Collected data
• • • • •
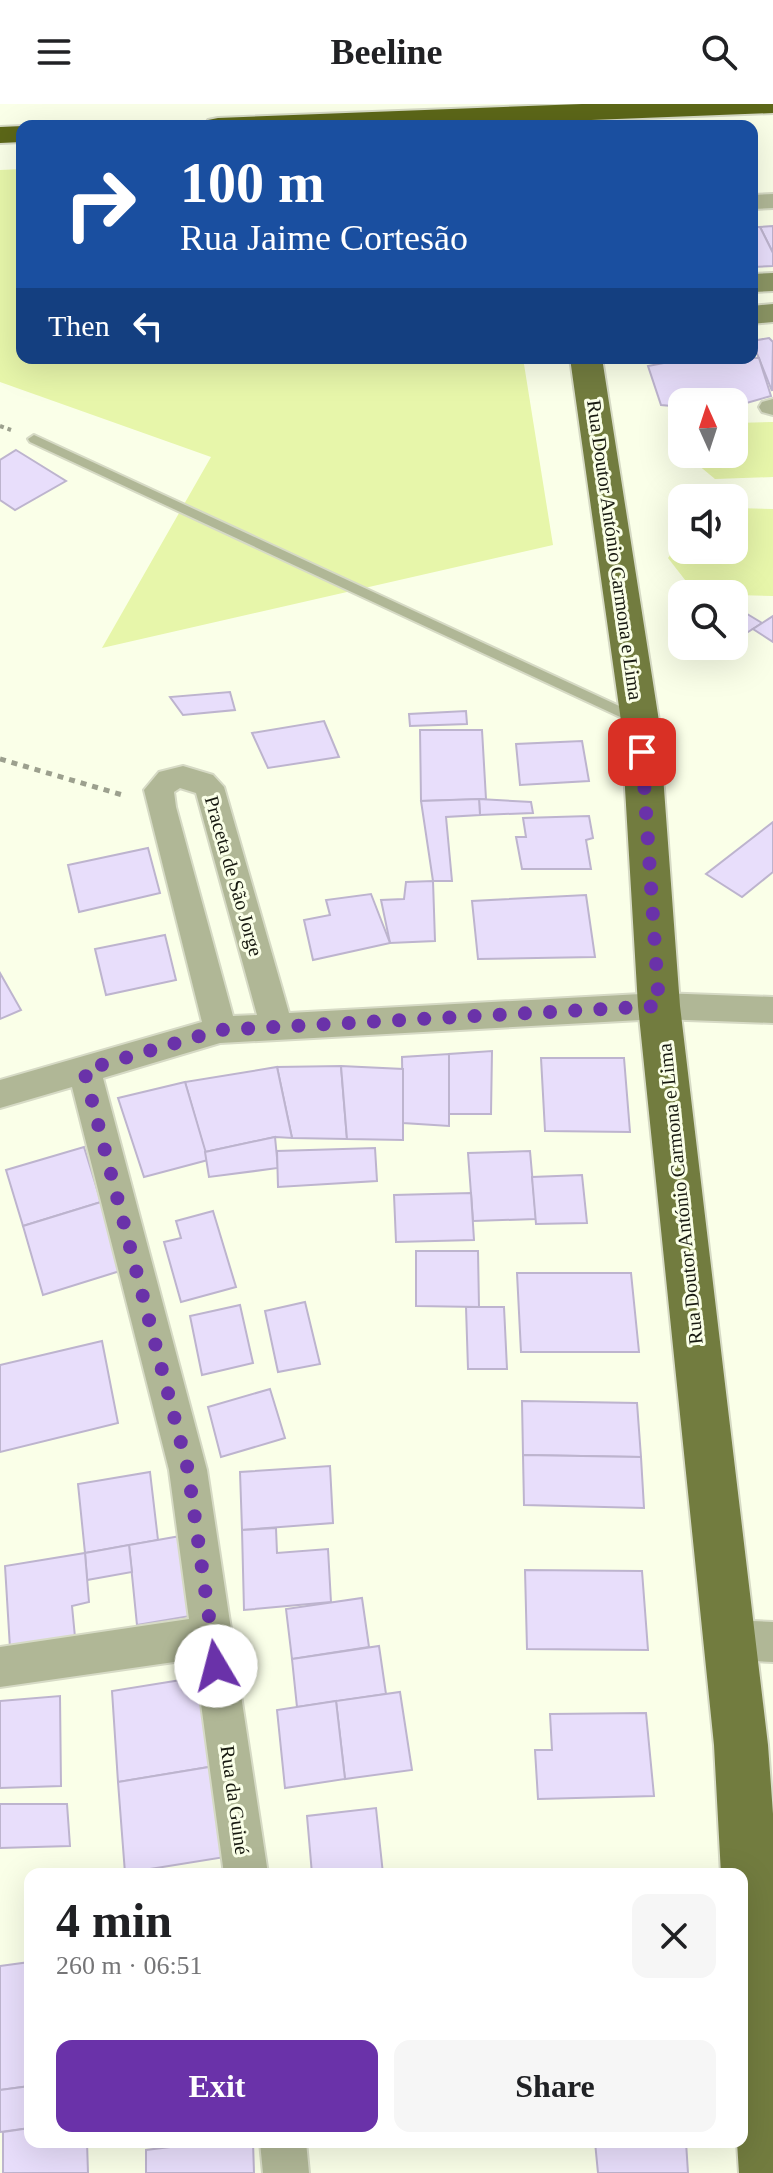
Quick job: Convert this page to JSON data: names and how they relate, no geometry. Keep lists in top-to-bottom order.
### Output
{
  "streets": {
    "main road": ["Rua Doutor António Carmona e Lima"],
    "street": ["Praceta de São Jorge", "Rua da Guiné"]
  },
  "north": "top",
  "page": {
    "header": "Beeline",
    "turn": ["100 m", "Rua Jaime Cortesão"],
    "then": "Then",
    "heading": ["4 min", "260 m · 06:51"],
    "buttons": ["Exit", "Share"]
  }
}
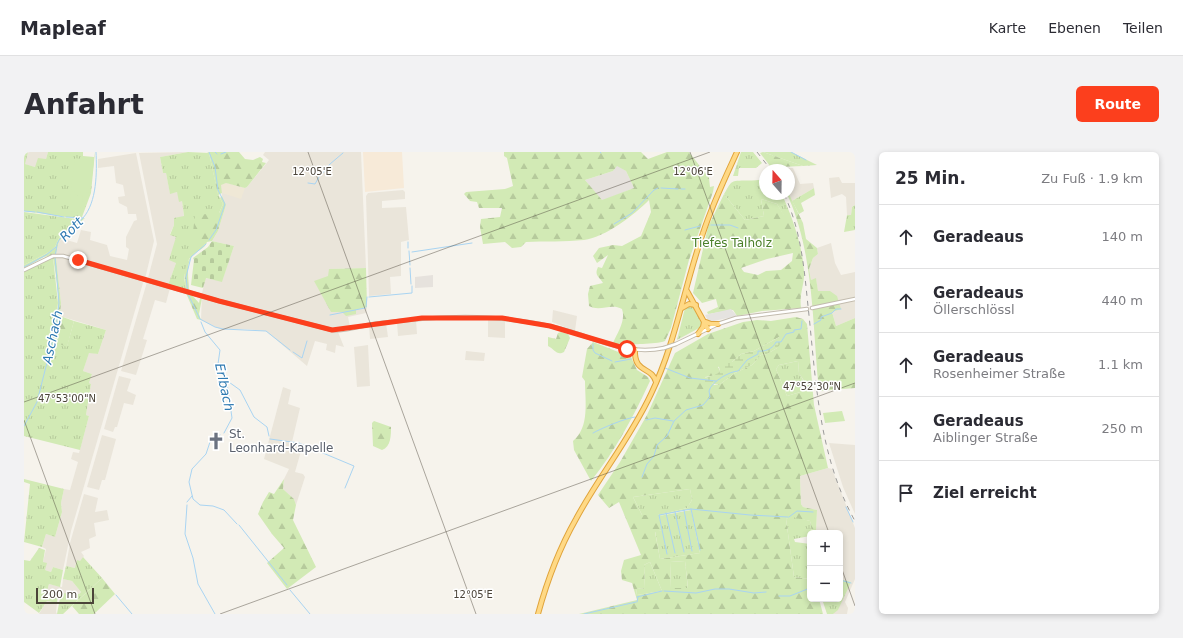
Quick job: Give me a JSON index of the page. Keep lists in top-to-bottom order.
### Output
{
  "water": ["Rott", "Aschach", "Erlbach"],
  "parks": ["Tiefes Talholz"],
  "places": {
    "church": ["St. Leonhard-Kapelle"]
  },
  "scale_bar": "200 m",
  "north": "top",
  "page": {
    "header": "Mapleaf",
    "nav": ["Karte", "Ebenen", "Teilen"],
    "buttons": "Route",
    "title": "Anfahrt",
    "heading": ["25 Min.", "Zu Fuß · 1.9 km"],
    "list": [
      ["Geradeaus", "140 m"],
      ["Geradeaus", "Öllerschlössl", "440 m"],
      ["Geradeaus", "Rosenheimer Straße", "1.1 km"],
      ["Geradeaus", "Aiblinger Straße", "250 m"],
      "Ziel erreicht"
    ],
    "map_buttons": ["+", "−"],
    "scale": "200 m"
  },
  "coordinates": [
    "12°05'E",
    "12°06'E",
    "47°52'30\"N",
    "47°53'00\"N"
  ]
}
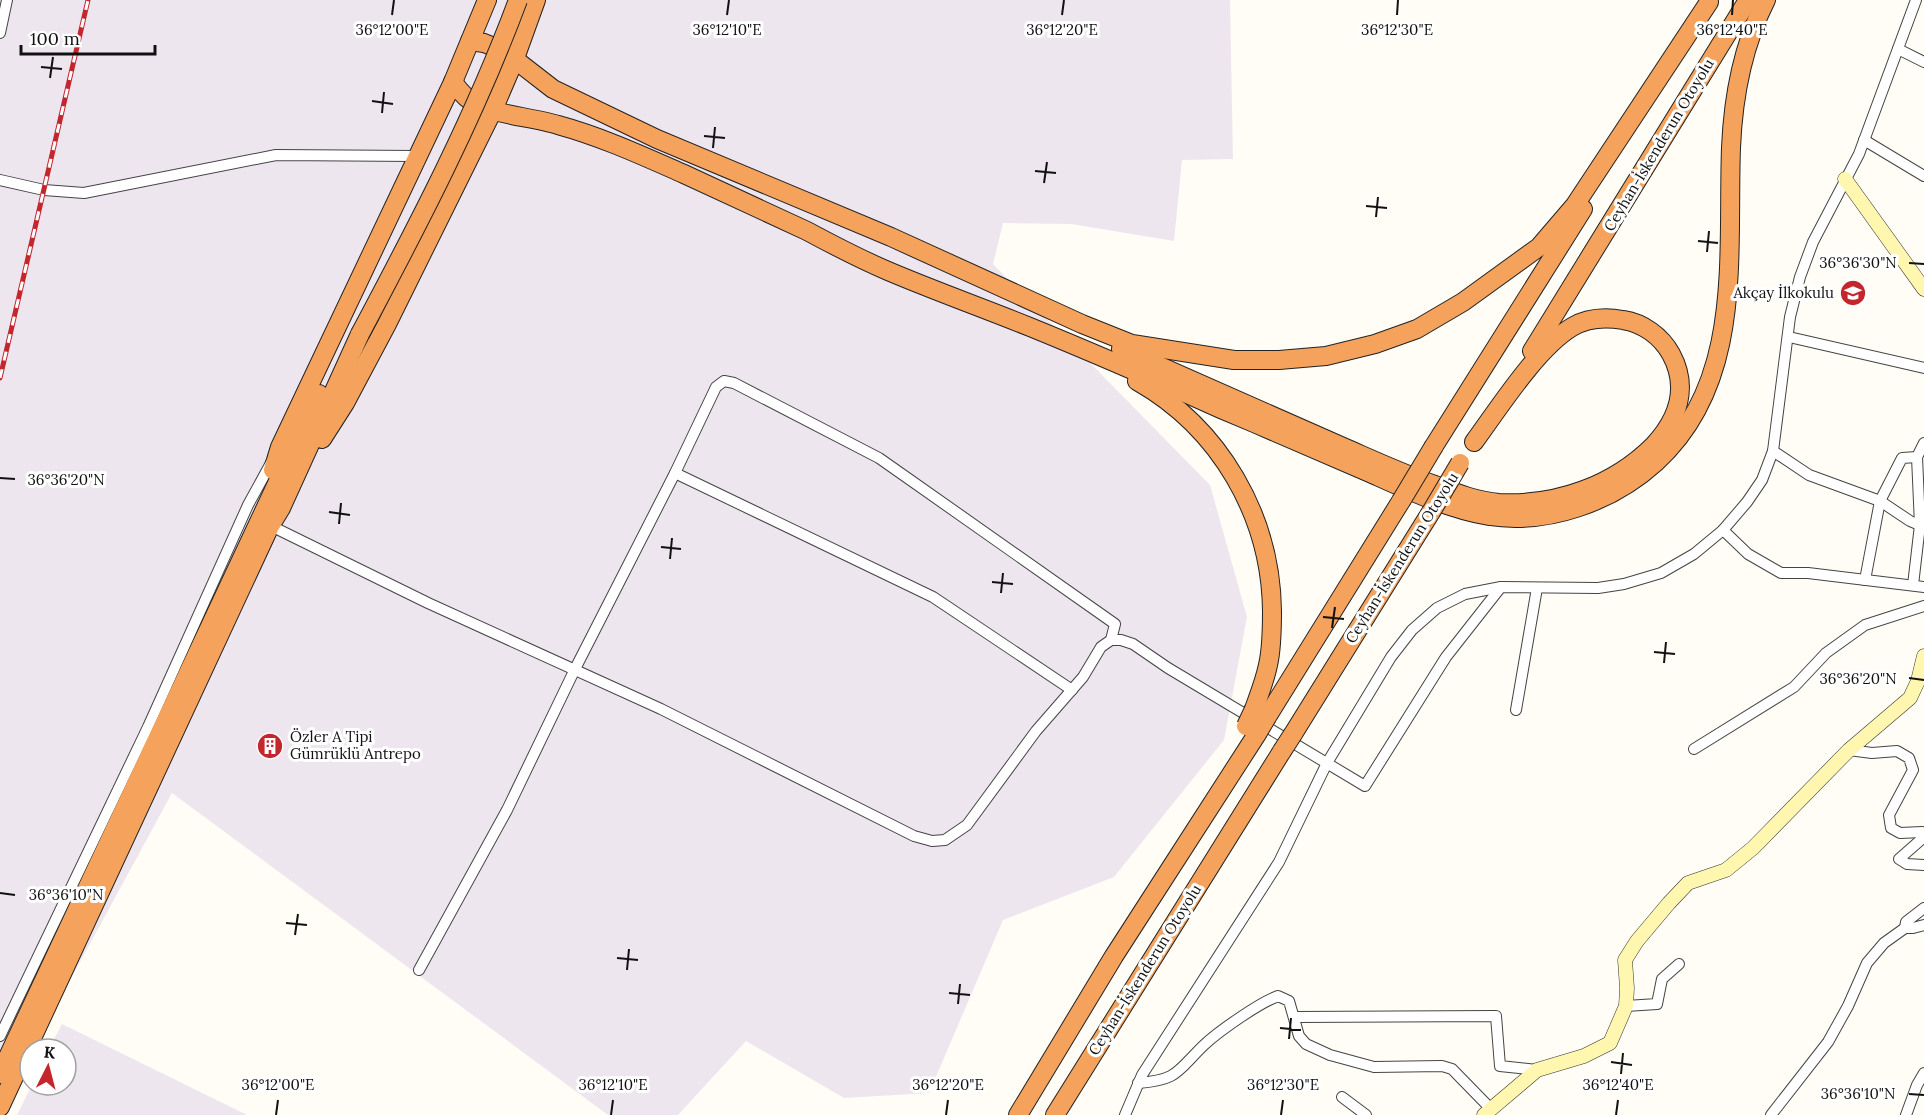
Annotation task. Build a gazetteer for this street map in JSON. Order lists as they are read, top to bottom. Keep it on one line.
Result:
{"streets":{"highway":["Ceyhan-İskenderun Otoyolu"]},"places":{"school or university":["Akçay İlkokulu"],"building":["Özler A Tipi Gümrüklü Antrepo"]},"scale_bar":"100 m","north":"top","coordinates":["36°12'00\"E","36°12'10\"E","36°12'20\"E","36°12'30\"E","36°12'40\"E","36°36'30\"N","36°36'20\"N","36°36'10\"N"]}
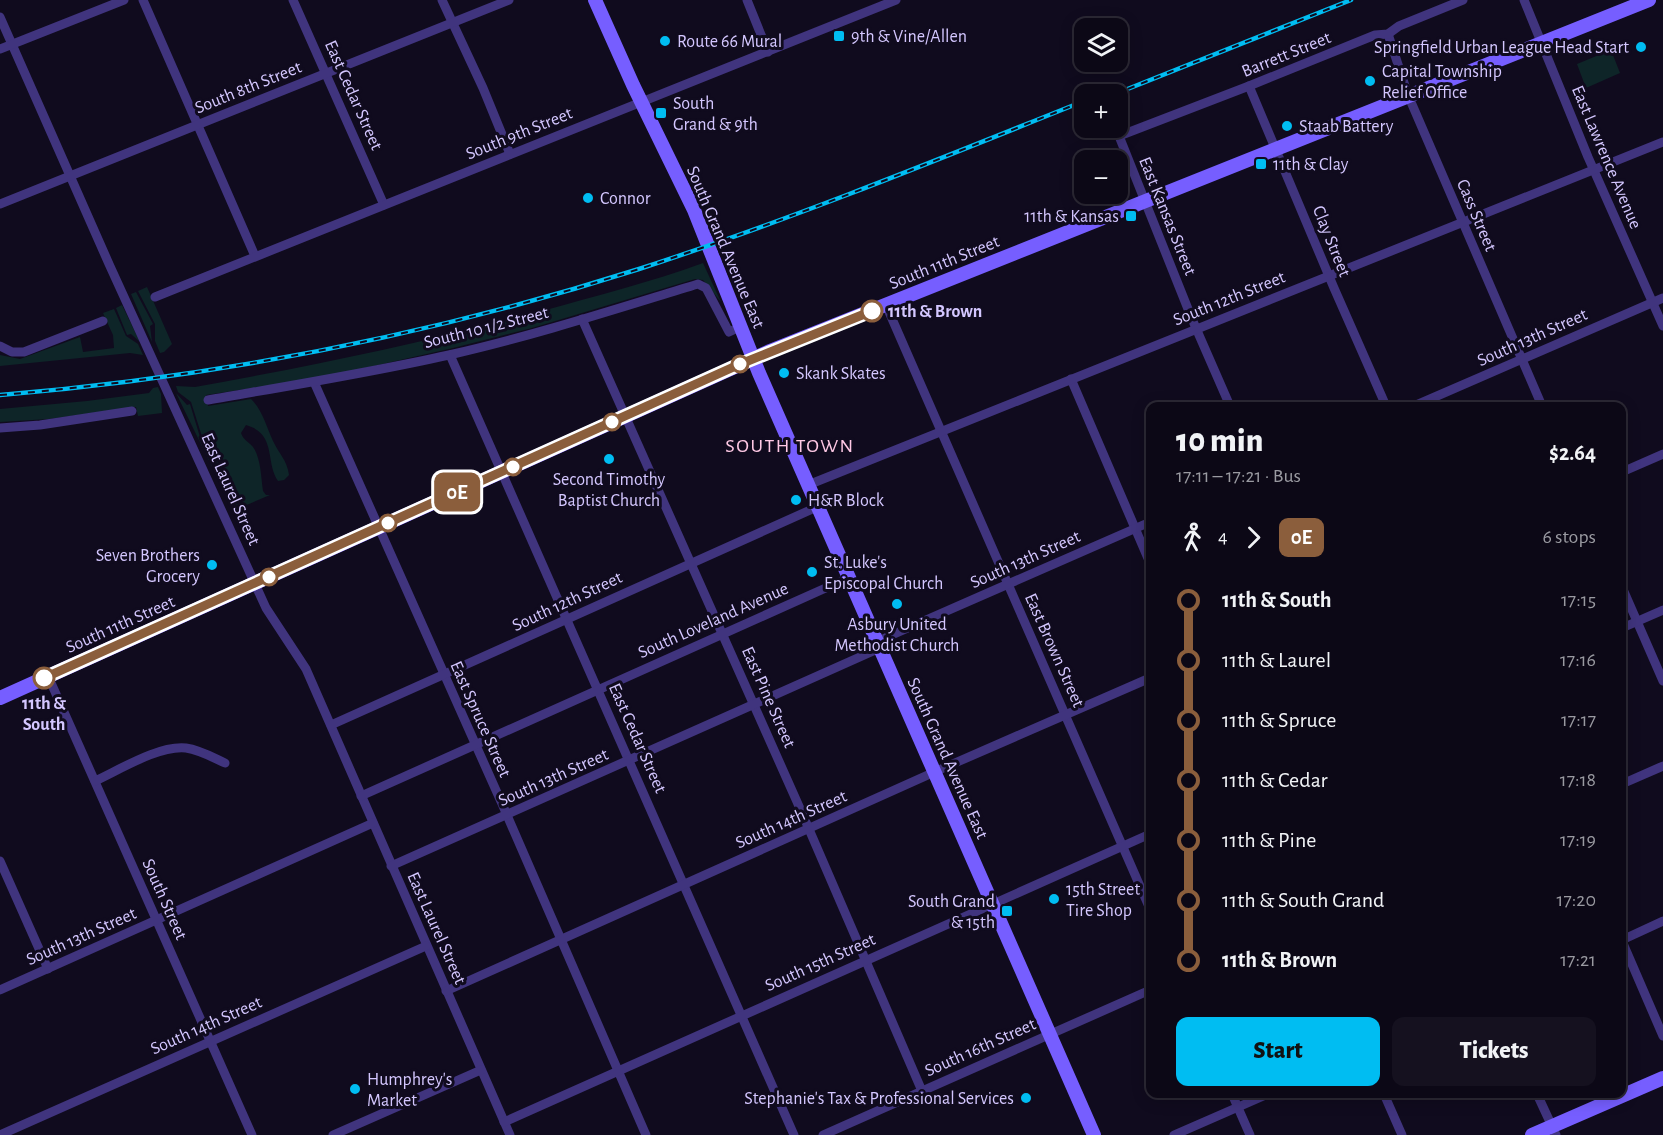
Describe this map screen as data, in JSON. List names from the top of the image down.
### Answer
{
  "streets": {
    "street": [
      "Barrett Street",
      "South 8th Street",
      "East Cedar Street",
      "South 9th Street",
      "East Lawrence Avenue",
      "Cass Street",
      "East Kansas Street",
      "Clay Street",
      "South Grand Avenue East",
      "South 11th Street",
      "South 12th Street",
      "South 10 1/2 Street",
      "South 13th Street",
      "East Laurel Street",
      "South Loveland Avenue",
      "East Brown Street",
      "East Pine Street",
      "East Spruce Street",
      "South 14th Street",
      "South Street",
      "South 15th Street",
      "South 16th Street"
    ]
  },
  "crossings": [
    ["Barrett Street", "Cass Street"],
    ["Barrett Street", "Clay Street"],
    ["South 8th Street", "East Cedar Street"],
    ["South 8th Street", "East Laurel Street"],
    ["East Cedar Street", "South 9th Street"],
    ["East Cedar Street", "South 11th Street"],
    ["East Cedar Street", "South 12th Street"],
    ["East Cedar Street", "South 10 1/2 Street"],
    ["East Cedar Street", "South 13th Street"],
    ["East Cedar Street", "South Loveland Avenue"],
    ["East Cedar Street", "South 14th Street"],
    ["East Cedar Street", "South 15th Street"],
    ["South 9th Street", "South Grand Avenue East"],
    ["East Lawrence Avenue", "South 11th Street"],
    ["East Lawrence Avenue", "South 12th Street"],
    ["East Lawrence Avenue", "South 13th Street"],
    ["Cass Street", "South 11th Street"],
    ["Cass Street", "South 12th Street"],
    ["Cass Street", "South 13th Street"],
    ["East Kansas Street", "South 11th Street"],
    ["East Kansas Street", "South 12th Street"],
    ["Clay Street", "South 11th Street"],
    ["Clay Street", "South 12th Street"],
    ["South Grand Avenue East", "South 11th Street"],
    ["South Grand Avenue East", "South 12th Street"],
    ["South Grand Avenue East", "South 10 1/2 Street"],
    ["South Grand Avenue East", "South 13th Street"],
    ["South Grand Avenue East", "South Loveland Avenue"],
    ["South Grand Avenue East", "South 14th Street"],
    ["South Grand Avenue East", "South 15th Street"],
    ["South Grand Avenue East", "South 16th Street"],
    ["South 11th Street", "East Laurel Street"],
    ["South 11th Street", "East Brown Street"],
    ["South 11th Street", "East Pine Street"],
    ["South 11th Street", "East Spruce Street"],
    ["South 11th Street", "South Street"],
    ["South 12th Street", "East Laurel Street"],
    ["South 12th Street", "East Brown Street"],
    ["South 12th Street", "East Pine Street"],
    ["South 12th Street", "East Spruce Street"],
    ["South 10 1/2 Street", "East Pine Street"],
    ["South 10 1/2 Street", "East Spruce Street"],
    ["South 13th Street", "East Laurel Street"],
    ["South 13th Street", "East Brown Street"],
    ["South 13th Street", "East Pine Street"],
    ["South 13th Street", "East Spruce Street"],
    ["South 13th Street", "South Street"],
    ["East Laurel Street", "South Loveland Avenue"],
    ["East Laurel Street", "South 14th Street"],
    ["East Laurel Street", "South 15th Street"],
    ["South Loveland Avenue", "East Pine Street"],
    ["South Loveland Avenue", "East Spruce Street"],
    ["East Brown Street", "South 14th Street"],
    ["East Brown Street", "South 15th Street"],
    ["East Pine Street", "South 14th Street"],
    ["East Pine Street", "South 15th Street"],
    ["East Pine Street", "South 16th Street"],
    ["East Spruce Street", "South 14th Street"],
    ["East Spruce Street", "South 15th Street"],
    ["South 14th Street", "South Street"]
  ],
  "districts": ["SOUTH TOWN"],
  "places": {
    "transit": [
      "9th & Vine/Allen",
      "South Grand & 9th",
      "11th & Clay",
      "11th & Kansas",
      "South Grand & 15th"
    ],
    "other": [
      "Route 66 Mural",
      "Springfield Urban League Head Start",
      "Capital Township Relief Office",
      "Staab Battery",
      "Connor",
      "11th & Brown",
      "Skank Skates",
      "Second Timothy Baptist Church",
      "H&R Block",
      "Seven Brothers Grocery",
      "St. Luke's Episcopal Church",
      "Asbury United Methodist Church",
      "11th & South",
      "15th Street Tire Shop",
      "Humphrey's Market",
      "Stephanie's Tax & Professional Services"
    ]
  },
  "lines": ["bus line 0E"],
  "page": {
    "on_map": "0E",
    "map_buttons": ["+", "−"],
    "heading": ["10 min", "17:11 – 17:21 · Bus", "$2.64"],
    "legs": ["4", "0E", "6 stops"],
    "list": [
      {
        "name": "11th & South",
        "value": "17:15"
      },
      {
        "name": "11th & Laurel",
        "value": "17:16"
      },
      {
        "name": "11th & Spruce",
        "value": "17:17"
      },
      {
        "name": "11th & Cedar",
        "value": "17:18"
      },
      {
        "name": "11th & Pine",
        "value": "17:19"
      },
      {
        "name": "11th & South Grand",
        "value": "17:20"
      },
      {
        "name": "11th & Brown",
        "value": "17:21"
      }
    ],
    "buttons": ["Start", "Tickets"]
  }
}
• • • • •
TASK DESCRIPTION:
Check each line of the entries, and copy the ones that contain "Laurel".

RESULT OF THE TASK:
      "East Laurel Street",
    ["South 8th Street", "East Laurel Street"],
    ["South 11th Street", "East Laurel Street"],
    ["South 12th Street", "East Laurel Street"],
    ["South 13th Street", "East Laurel Street"],
    ["East Laurel Street", "South Loveland Avenue"],
    ["East Laurel Street", "South 14th Street"],
    ["East Laurel Street", "South 15th Street"],
        "name": "11th & Laurel",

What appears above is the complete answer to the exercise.